Application timeout and retry logic implementation with ScaleArc
This knowledge base article is intended to illustrate specific client application features and or behaviors that can be used to leverage the ScaleArc database availability features to their fullest.
At its core, ScaleArc is a full ACID compliant, state aware SQL proxy that is deployed between application servers and a SQL server environment. Clients access the information in the database by directing connections to a cluster address configured on ScaleArc. The ScaleArc appliance in turn directs the queries received on the client connections to separate connections to the database servers. Due to this unique position within the traffic flow between the application servers and the database server, ScaleArc can provide many benefits to improve performance and availability of the application infrastructure.
Since ScaleArc acts as the database server from the client application perspective it can make decisions as to which database server in a cluster is the optimal choice for receiving the client application query. ScaleArc will monitor not only the health of the individual database servers but also the response time for previous communications. The response time is factored into database server selection when more than one is available to process a query. A server that is responding faster will be selected over a server that is responding more slowly.
In the event that the primary read/write server within a database cluster fails, ScaleArc will queue incoming connections from the client application servers until either the failed server becomes available again or a backup server is promoted to the primary status. This behavior is intended to allow your application servers to be insulated from impact due to database service interruptions.
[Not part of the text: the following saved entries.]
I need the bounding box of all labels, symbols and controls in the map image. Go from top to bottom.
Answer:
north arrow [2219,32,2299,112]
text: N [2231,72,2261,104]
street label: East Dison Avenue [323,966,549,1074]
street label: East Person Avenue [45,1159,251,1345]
In order to make full use of this behavior, certain ScaleArc configuration options need to be set, such as the client Idle Client Connection Timeout and Maximum Client Connections cluster settings.
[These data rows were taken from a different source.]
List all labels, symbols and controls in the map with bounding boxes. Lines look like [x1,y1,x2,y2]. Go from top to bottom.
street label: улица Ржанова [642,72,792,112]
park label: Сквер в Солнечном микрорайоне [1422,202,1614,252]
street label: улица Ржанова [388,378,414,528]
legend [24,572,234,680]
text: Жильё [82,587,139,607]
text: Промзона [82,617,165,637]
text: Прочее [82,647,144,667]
|Idle Client Connection Timeout||Time to wait (in seconds) before closing an idle connection by a client (Webserver, Application server or a MSSQL client). If you use a client side connection pool (Java/Apache connection pooling), set this value to more than the client connection pool timeout.
Default: 1200 seconds
|Maximum Client Connections||Total number of concurrent client connections that can be opened.|
In addition, the the ScaleArc configuration settings, certain application behaviors can be implemented to further increase the overall resilience of the end to end system. Connection retry logic is a good example of such a behavior. Typically, applications relay on the underlying operating system to establish and control the TCP connections between the application server and the database. If there is a disruption to the TCP connection the operating system will send an alert to the application that was using the connection indicating that it is no longer available. If that alert from the operating system is not handled within the application itself, then often times the application will fail. This type of failure is often visible to end users. One way to mitigate or even insulate end users from being impacted by connection failures is to first capture the error and handle it appropriately. An extension of this approach to higher application resiliency is to implement logic within the application code to retry the connection to the database. Retrying the connection to the database/ScaleArc can cause additional delay for providing the end user with the information they requested, but is often preferable to an error message. Some applications may have the ability to notify the end user of the expected delay.
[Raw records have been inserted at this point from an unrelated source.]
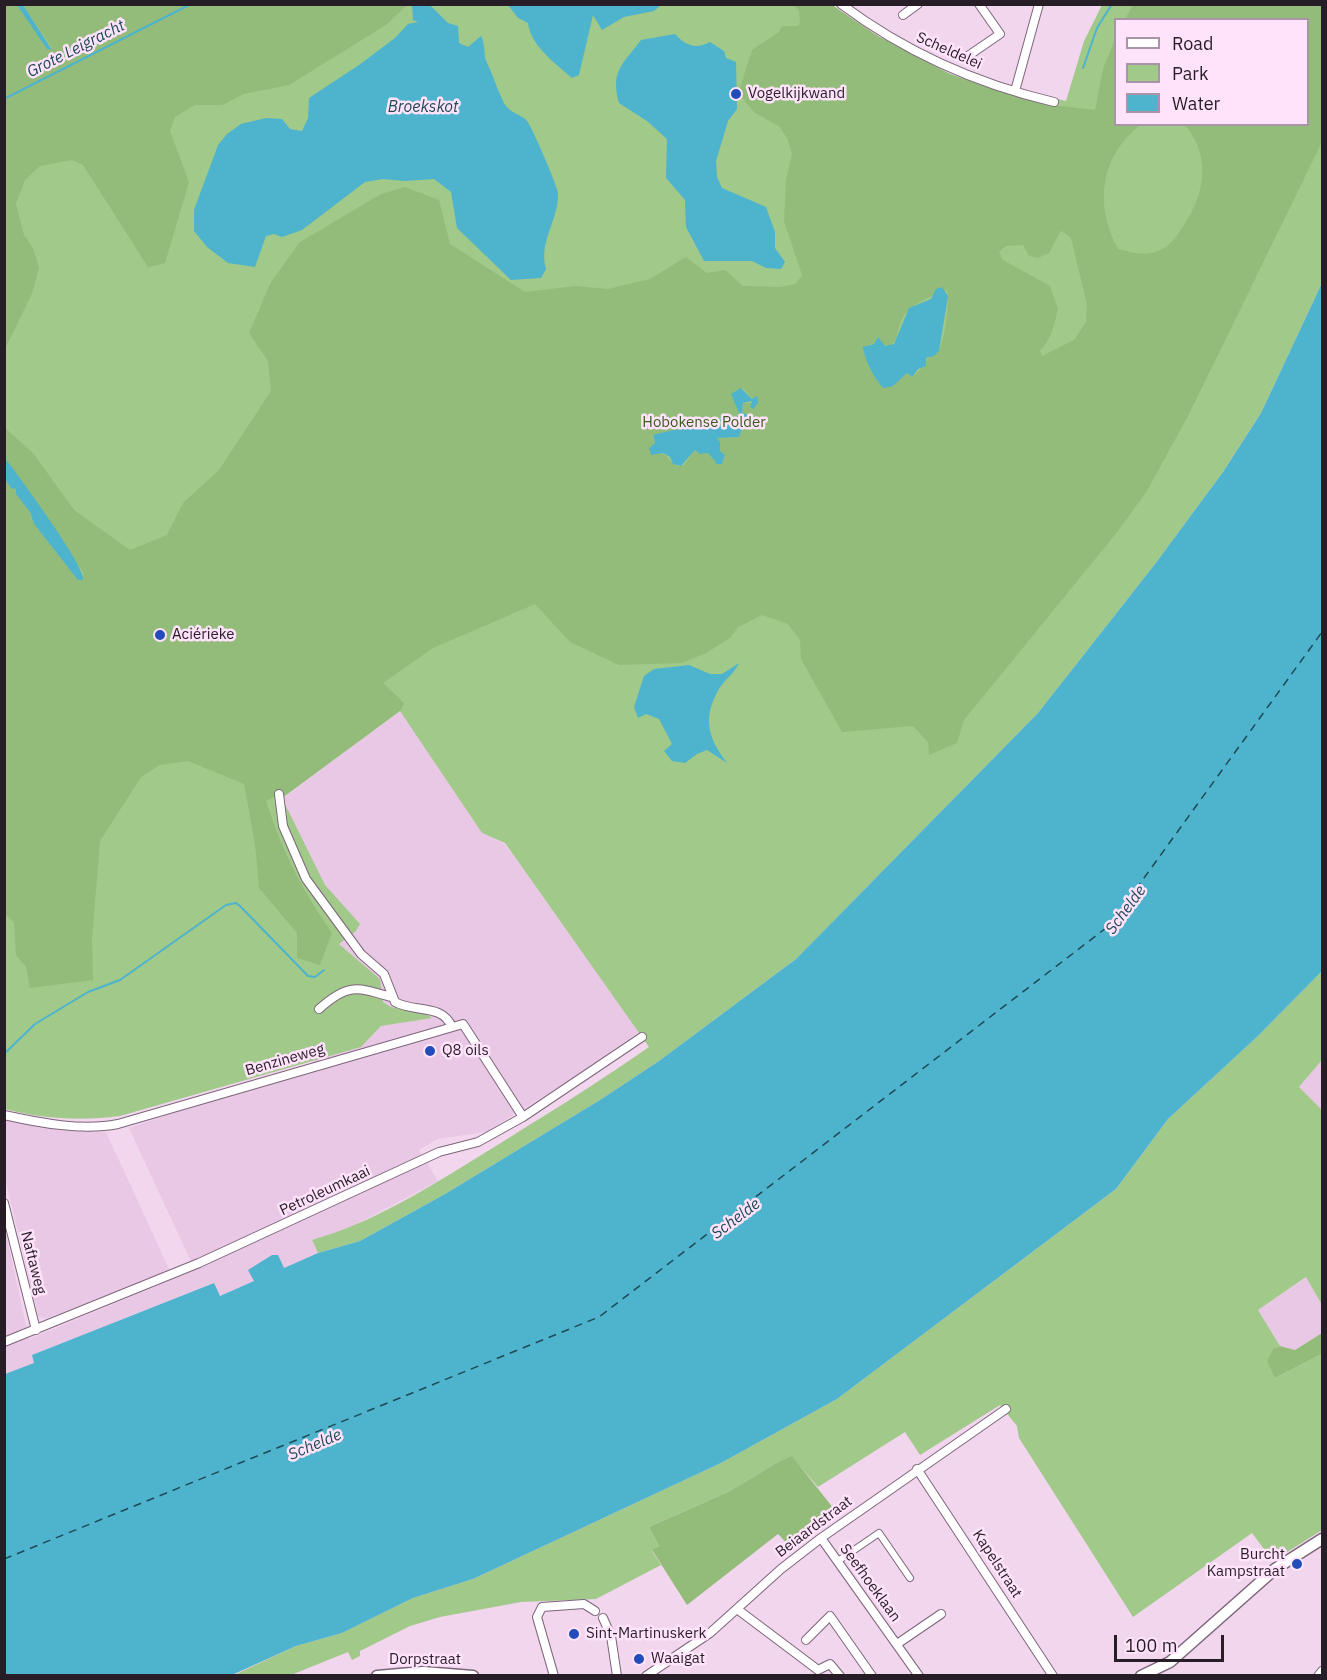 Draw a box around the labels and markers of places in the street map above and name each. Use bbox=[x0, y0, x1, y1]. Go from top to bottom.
place label: Vogelkijkwand bbox=[748, 85, 845, 103]
marker: Vogelkijkwand bbox=[729, 87, 743, 101]
place label: Aciérieke bbox=[172, 626, 235, 644]
marker: Aciérieke bbox=[153, 628, 167, 642]
place label: Q8 oils bbox=[442, 1042, 489, 1060]
marker: Q8 oils bbox=[423, 1044, 437, 1058]
place label: Burcht Kampstraat bbox=[1207, 1546, 1285, 1581]
marker: Burcht Kampstraat bbox=[1290, 1557, 1304, 1571]
place label: Sint-Martinuskerk bbox=[586, 1625, 706, 1643]
marker: Sint-Martinuskerk bbox=[567, 1627, 581, 1641]
place label: Waaigat bbox=[651, 1650, 705, 1668]
marker: Waaigat bbox=[632, 1652, 646, 1666]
If connection retry logic is in place, there are other considerations that may need to be addressed to prevent exasperating the effect of a database failure. For instance, if there is a long delay in either promoting a standby database server to the primary role or recovering the failed primary server, then the retry logic could cause floods of new connection traffic. These floods of new connection traffic could stress network capacity or even ScaleArc overall performance if it is already heavily loaded. Possible retry logic feature extensions to help avoid this type of scenario are placing a maximum on the number of retries attempted before simply failing as well as having a random time delay between retries. The maximum number of retries prevents infinite loops. The random time delay between tries helps to spread the new connection requests over time and in effect preventing floods of traffic at any one moment.
With application retry logic in place, it is conceivable to perform simple maintenance on an entire cluster of database servers without impact to the application (beyond an increase in response time). As an example, suppose a small schema change is needed. During testing it has been determined that the schema change can be applied in 45 seconds. With ScaleArc in place, the traffic to the database servers can be quiesced followed by the entire database cluster marked offline, the schema update applied and then the databases brought back online without impacting the client application. ScaleArc will queue the incoming connections and wait for the primary database server to become available again. If for some reason a client connection timed out during the schema update, the application retry logic would allow additional time for the database to become available before causing an error for the end user.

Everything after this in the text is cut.